Les questions à se poser
Le chien occupant une place importante dans notre société, on a mille raisons de vouloir vivre avec lui. Que ce soit par amour, par besoin affectif, pour partager un sport nature, pour donner une nounou, un confident, un copain de jeu à ses enfants... Cela vaut donc la peine de prendre le temps de réfléchir à son choix. D’autant que la collecte d’informations s’avère un moment de préparation gai en plus d’être utile. Renseignez-vous d’abord sur la race qui vous plaît, sur les comportements spécifiques, le bagage génétique de chaque « famille », que l’homme a renforcé par les sélections opérées pour les élevages. Par exemple, un border collie a un instinct de surveillant, tandis qu’un jack russell court et creuse.

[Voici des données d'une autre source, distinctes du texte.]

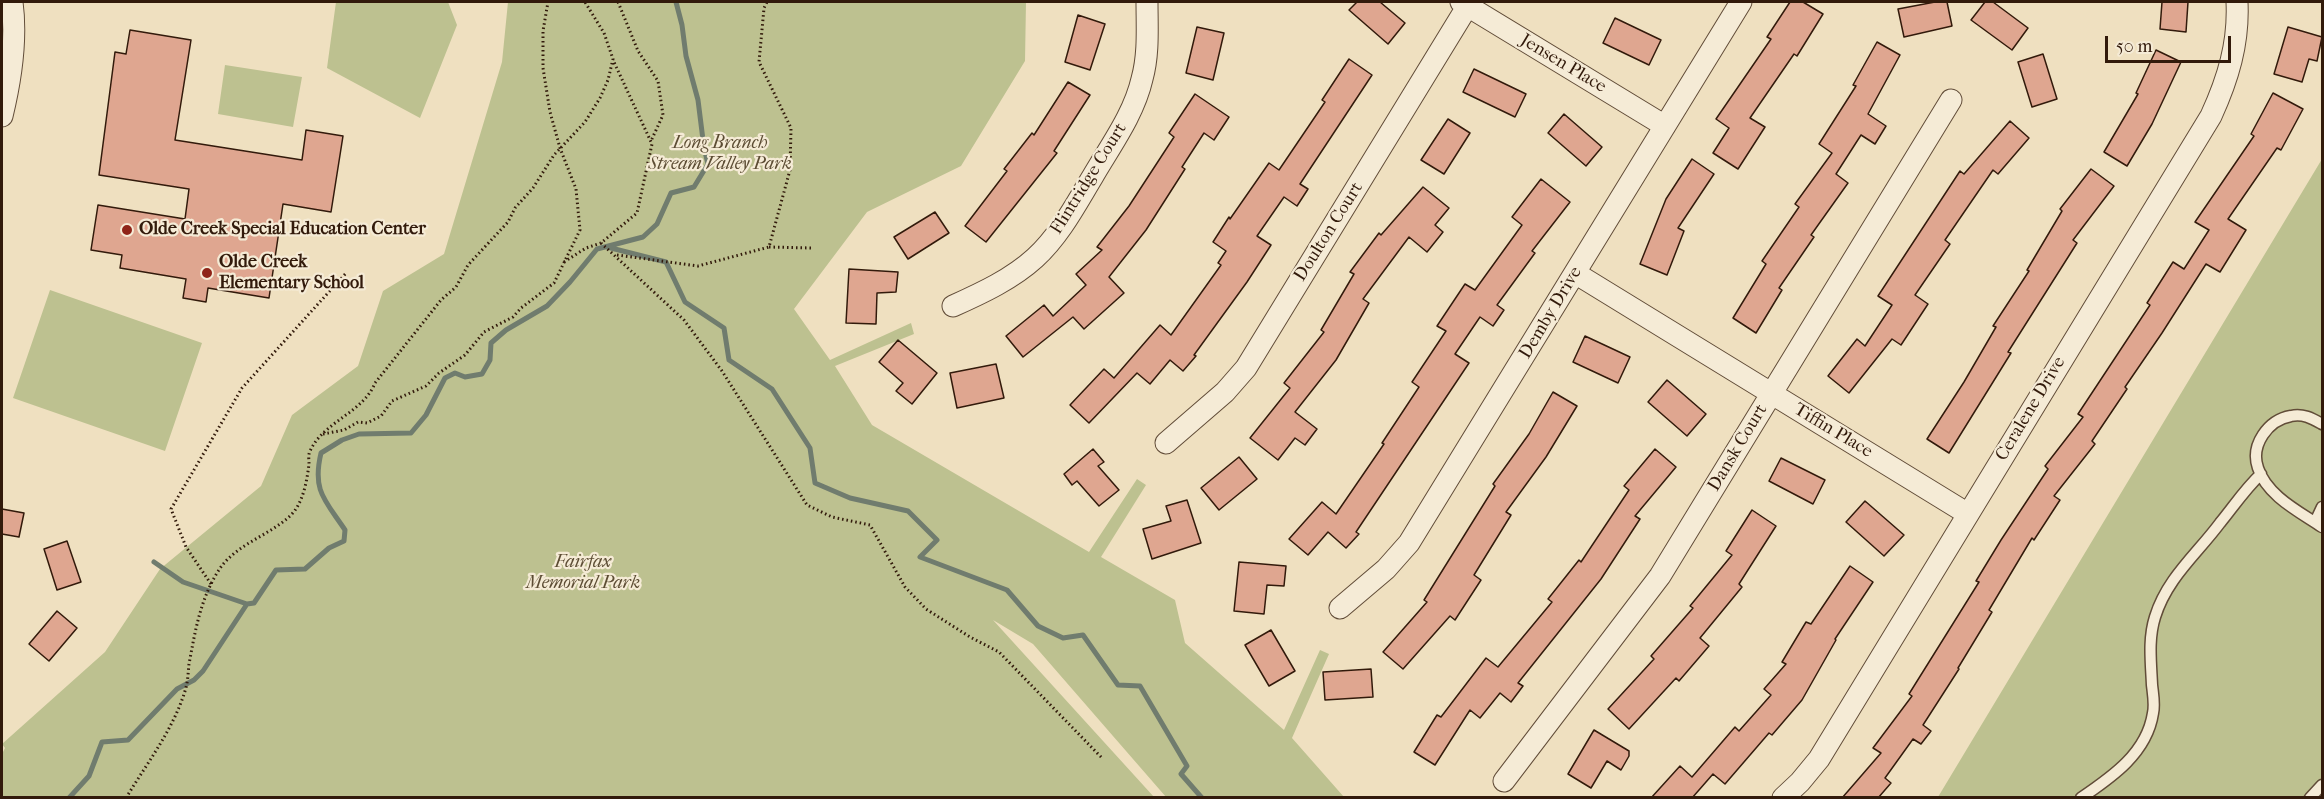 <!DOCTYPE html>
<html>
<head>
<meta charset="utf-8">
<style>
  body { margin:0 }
  #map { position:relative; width:2324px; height:799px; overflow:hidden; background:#efe0c0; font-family:"IM FELL French Canon",serif }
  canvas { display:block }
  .frame { position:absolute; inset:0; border:3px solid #321a0b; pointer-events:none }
  .scale { position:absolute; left:2105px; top:36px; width:126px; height:27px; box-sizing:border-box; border:3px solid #321a0b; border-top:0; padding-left:8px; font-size:18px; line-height:21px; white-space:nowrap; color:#321a0b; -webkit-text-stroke:4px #f5ebd6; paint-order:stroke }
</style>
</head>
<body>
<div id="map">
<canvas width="2324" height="799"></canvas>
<div class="frame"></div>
<div class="scale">50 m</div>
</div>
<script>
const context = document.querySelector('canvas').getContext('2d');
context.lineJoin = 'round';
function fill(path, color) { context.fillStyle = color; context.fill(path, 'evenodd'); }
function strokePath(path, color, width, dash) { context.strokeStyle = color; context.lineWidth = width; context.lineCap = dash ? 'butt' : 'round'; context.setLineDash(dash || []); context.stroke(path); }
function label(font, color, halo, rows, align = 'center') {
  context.font = font + ' "IM FELL French Canon",serif'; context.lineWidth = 4.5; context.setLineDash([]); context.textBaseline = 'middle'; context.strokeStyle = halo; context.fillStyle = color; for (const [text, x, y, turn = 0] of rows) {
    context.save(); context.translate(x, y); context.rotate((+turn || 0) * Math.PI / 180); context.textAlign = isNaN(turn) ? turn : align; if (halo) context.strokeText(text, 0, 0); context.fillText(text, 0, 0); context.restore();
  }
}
const green = new Path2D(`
  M336,2H448L457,25L420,118L327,68Z
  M508,2H1026L1025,61L961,166L867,212L794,309L830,360L911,323L914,334L835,366L872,425L1089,552L1137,479L1146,485L1101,557L1175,600L1185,643L1284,730L1320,650L1329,654L1292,738L1344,797H1166L1033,644L993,620L1154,797L2,798V754L5,748L2,744L105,652L160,569L261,486L292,415L358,366L383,291L444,254L502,62Z
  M225,65L302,77L293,127L218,114Z
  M2322,159V797H1938Z
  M50,290L202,343L165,451L13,398Z`);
const stream = new Path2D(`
  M607,247L666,262L685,302L724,328L729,360L772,389L810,448L815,483L850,498L908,511L937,540L920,557L1007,590L1038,626L1063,638L1083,635L1118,685L1140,686L1187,766L1181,774L1202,798
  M154,562L183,582L247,604
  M69,798L89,776L102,742L128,740L177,689L194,680L203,671L247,604L254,603L276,570L305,569L329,548L344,541L345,530C325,500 312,491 321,453L342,440L359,434L411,433L426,415L445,378L455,373L465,377L482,374L490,360L491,343L506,330L547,306L570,282L597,249L643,237L657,224L671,193L694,187L708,164L704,148L698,100L686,56L682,25L676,2`);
const building = new Path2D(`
  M1357,2H1380L1405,23L1388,44L1349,10Z
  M1790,2H1803L1823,14L1797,56L1794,54L1750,118L1765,127L1738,169L1713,153L1729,128L1716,119L1771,39L1767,37Z
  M1935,2H1947L1952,26L1904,37L1898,9Z
  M1985,2H1993L2028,28L2012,50L1971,20Z
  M2162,2H2188L2186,32L2160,29Z
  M1078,15L1105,24L1090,70L1065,62Z
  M1615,18L1661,40L1649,65L1603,43Z
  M1197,27L1224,33L1213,80L1186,73Z
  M2288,27L2322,37L2317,61L2309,59L2302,82L2274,74Z
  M130,30L191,40L175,140L302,160L306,130L343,136L331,212L283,204L269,298L208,288L206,302L183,298L186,279L120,268L122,255L91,250L98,205L185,219L189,189L99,175L115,52L126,54Z
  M1877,42L1900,55L1868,114L1886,126L1875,144L1861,135L1836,174L1848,183L1811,235L1814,237L1779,288L1782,290L1756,333L1733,318L1766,264L1762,261L1799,207L1795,204L1832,153L1819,144L1856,86L1853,85Z
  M2156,50L2181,62L2152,124L2127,166L2104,152L2138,94L2136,93Z
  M2043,54L2057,99L2032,107L2018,62Z
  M1349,59L1372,75L1300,184L1308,189L1297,206L1284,197L1257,236L1271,245L1247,282L1194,355L1196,356L1183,371L1170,360L1150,384L1137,373L1089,423L1070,405L1104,369L1114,378L1160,325L1171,335L1221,265L1218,263L1226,251L1213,242L1229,217L1230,219L1269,163L1279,170L1325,102L1322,100Z
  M1474,69L1526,94L1515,117L1463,92Z
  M1068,82L1090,95L1054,151L1057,153L986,242L965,226L1007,171L1004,169L1032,133L1034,135Z
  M2273,93L2303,109L2281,150L2277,148L2228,219L2246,230L2220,272L2206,264L2162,333L2125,387L2127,389L2092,441L2095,444L2054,496L2060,500L2034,540L2032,538L1989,610L1992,612L1958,668L1959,669L1923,725L1931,731L1921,744L1913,739L1885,778L1891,783L1878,798H1842L1881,753L1873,748L1912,696L1909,694L1979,582L1976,581L2001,540L2048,469L2045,466L2083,417L2078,414L2150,305L2147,303L2173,262L2184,269L2209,230L2195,222L2254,136L2251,134Z
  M1195,94L1229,117L1214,140L1204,133L1182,167L1185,169L1146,230L1109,277L1124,293L1084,329L1073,317L1023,357L1006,336L1044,305L1053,316L1086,285L1076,274L1102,250L1097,247L1129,206L1174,137L1169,133Z
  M1564,114L1602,147L1586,166L1548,133Z
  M1448,119L1470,133L1444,174L1421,160Z
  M2010,121L2029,138L1998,174L1993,170L1945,240L1950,244L1915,295L1928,304L1901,345L1892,339L1849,393L1828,376L1857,339L1865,346L1892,305L1878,296L1960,171L1964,174Z
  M1692,159L1714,174L1678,228L1684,231L1667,275L1640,264L1666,199Z
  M2091,169L2114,186L2073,240L2077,243L2008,352L2011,353L1949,453L1927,439L1964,382L1996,327L1993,326L2029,271L2027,270L2062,211L2060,209Z
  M1541,179L1570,202L1532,251L1535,253L1497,305L1504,310L1493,326L1480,317L1455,354L1469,363L1356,532L1359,534L1346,548L1328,532L1308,555L1289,539L1322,502L1336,514L1384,444L1382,443L1419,387L1412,382L1446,331L1437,326L1465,284L1475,290L1522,225L1512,217Z
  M1423,187L1449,208L1435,225L1443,232L1427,252L1409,237L1363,299L1369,303L1336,360L1295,412L1317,429L1305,445L1295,438L1278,460L1250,438L1290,388L1284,383L1324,332L1321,330L1354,274L1350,272L1379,233L1381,235Z
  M935,212L949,233L908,259L894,237Z
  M849,269L898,272L896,292L877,293L876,324L846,323Z
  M1585,336L1630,357L1618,383L1573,362Z
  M898,340L937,373L912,404L896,391L903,383L879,362Z
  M996,364L1004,398L957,408L950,373Z
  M1667,380L1706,414L1687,436L1648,402Z
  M1553,392L1577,406L1546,457L1506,512L1511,515L1474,575L1481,580L1455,620L1450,616L1403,669L1383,652L1427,602L1424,600L1495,486L1493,484L1529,434Z
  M1093,449L1104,462L1098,466L1119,490L1099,506L1077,481L1072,485L1064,474Z
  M1655,449L1676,467L1635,516L1640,519L1601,579L1518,683L1523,686L1511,702L1500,693L1480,718L1470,710L1435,765L1414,752L1437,715L1441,717L1486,658L1498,667L1552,602L1548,599L1579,560L1581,562L1629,490L1624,486Z
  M1239,457L1257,479L1219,510L1201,488Z
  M1781,458L1825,480L1813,504L1769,481Z
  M1187,500L1201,543L1152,559L1143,529L1171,521L1166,506Z
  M1865,501L1904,535L1884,556L1846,522Z
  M2,509L24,513L19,537L2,534Z
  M1752,510L1776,526L1739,584L1742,587L1700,638L1709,646L1679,681L1676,678L1629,729L1608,709L1654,659L1651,656L1693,608L1690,606L1732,555L1726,551Z
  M67,541L81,582L57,590L44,549Z
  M1239,562L1286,566L1284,586L1267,585L1264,614L1234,611Z
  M1850,566L1873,582L1835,639L1836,640L1802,700L1772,735L1769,733L1725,784L1713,774L1692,798H1651L1680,766L1692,777L1735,727L1739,731L1771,695L1764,689L1786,664L1782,662L1806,622L1811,624Z
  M57,611L77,628L49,661L29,644Z
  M1271,630L1295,671L1269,686L1245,645Z
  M1371,669L1373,697L1325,700L1323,672Z
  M1594,730L1629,751V756L1621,770L1607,761L1591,788L1568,774Z`);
const path = new Path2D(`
  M618,2L638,51L658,81L663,115L651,141
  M601,243L684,320L722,371L807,505L832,517L870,525L905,587L926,609L970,637L999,652L1103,759
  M769,247L811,248
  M617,255L698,266L769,247L790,170L791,128L759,62L764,8L767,2
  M564,262L586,248L601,243L637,213L652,144L613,60
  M323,434L344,430L358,422L367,423L381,416L392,401L426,386L439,373L465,355L484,332L513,317L521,308L554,283L580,230L576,189L560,148L550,112L543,68V31L548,2
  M211,584L186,547L171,509L242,388L347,272
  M126,798C147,763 173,730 185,691C188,682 188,673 189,664C195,632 200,601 217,573C234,544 268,537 291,515C303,503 307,481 309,464C309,460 308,455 310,451C324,421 363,413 375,383L441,300L456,287L468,265L508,222L515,208L533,188L554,155L585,122L600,98L608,80L613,59L604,33L585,2`);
const lane = new Path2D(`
  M2322,424C2313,419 2303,413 2291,416C2268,420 2250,445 2258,468C2267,496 2300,512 2322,527
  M2315,522L2322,507
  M2081,798C2112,777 2147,753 2153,713C2155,704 2153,694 2152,685C2151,662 2148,639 2155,617C2167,578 2197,554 2220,523C2234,506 2245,489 2261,474
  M2310,798L2322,785`);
const street = new Path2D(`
  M1461,2L1665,126
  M2,116C11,79 17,39 12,2
  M1575,273L1968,514
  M953,306C982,293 1012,279 1035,258C1060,235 1076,204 1093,176C1111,145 1134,114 1142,79C1149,54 1147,27 1147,2
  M1166,443L1225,392L1246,368L1470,2
  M1340,608L1386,569L1409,543L1741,2
  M1504,781L1660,576L1951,100
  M1783,798L1800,782L1819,759L2211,116C2228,79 2239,43 2237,2`);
const markers = [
  [127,230,6,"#8f2418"],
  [207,273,6,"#8f2418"]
];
const streetNames = [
  ["Jensen Place",1563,64,31],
  ["Flintridge Court",1089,179,-58],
  ["Doulton Court",1329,232,-58],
  ["Demby Drive",1551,313,-59],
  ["Ceralene Drive",2031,409,-59],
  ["Tiffin Place",1833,431,31],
  ["Dansk Court",1738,448,-59]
];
const parkNames = [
  ["Long Branch",720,144],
  ["Stream Valley Park",720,165],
  ["Fairfax",583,563],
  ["Memorial Park",583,584]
];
const poiNames = [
  ["Olde Creek Special Education Center",139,230],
  ["Olde Creek",219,263],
  ["Elementary School",219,284]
];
fill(green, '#bdc190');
strokePath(stream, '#707c6e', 5);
fill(building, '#dfa690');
strokePath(building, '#321a0b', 1.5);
strokePath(lane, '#614c38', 13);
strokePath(street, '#614c38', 23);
strokePath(path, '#321a0b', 3, [1.5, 3]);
strokePath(lane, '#f5ebd6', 10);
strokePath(street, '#f5ebd6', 21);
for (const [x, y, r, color] of markers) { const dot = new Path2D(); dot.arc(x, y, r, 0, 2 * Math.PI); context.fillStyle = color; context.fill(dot); strokePath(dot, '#f5ebd6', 2); }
label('18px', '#321a0b', '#f5ebd6', streetNames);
label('italic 18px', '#5c4c33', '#f5ebd6', parkNames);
label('bold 18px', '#321a0b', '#f5ebd6', poiNames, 'left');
</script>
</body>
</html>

Si vous ne pouvez pas offrir à votre chien ce dont il a besoin, faut-il en adopter un ? Votre rythme de vie vous permet-il de le promener, de jouer avec lui, de lui accorder un espace d’activité ? Si vous ne possédez pas de jardin, qui pourra vous aider ? Etes-vous serein quand vous vous projetez dans une vision d’avenir ensemble ? Avec votre gabarit, serez-vous capable de retenir un molosse de 40 kilos ? Avez-vous des possibilités de garde fiables pour vous qui aimez voyager ? Dans ce cas, un petit chien sera plus raisonnable que le superbe bouvier bernois dont vous rêvez. Avez-vous pris en compte l’aspect financier : coût de l’alimentation, vaccins, vermifuges, traitements antipuces, la puce électronique, papiers d’identification, stérilisation, accidents ou maladies… ?
S’engager avec un chien, c’est poser un acte réfléchi, car cet être vivant à part entière est doté d’émotions. Certains lui prêtent une âme, un bon cœur, l’intelligence, la réflexion, l’intuition... Un chien se choisit pour compagnon de vie et lui nous rend au centuple ce que nous lui donnons.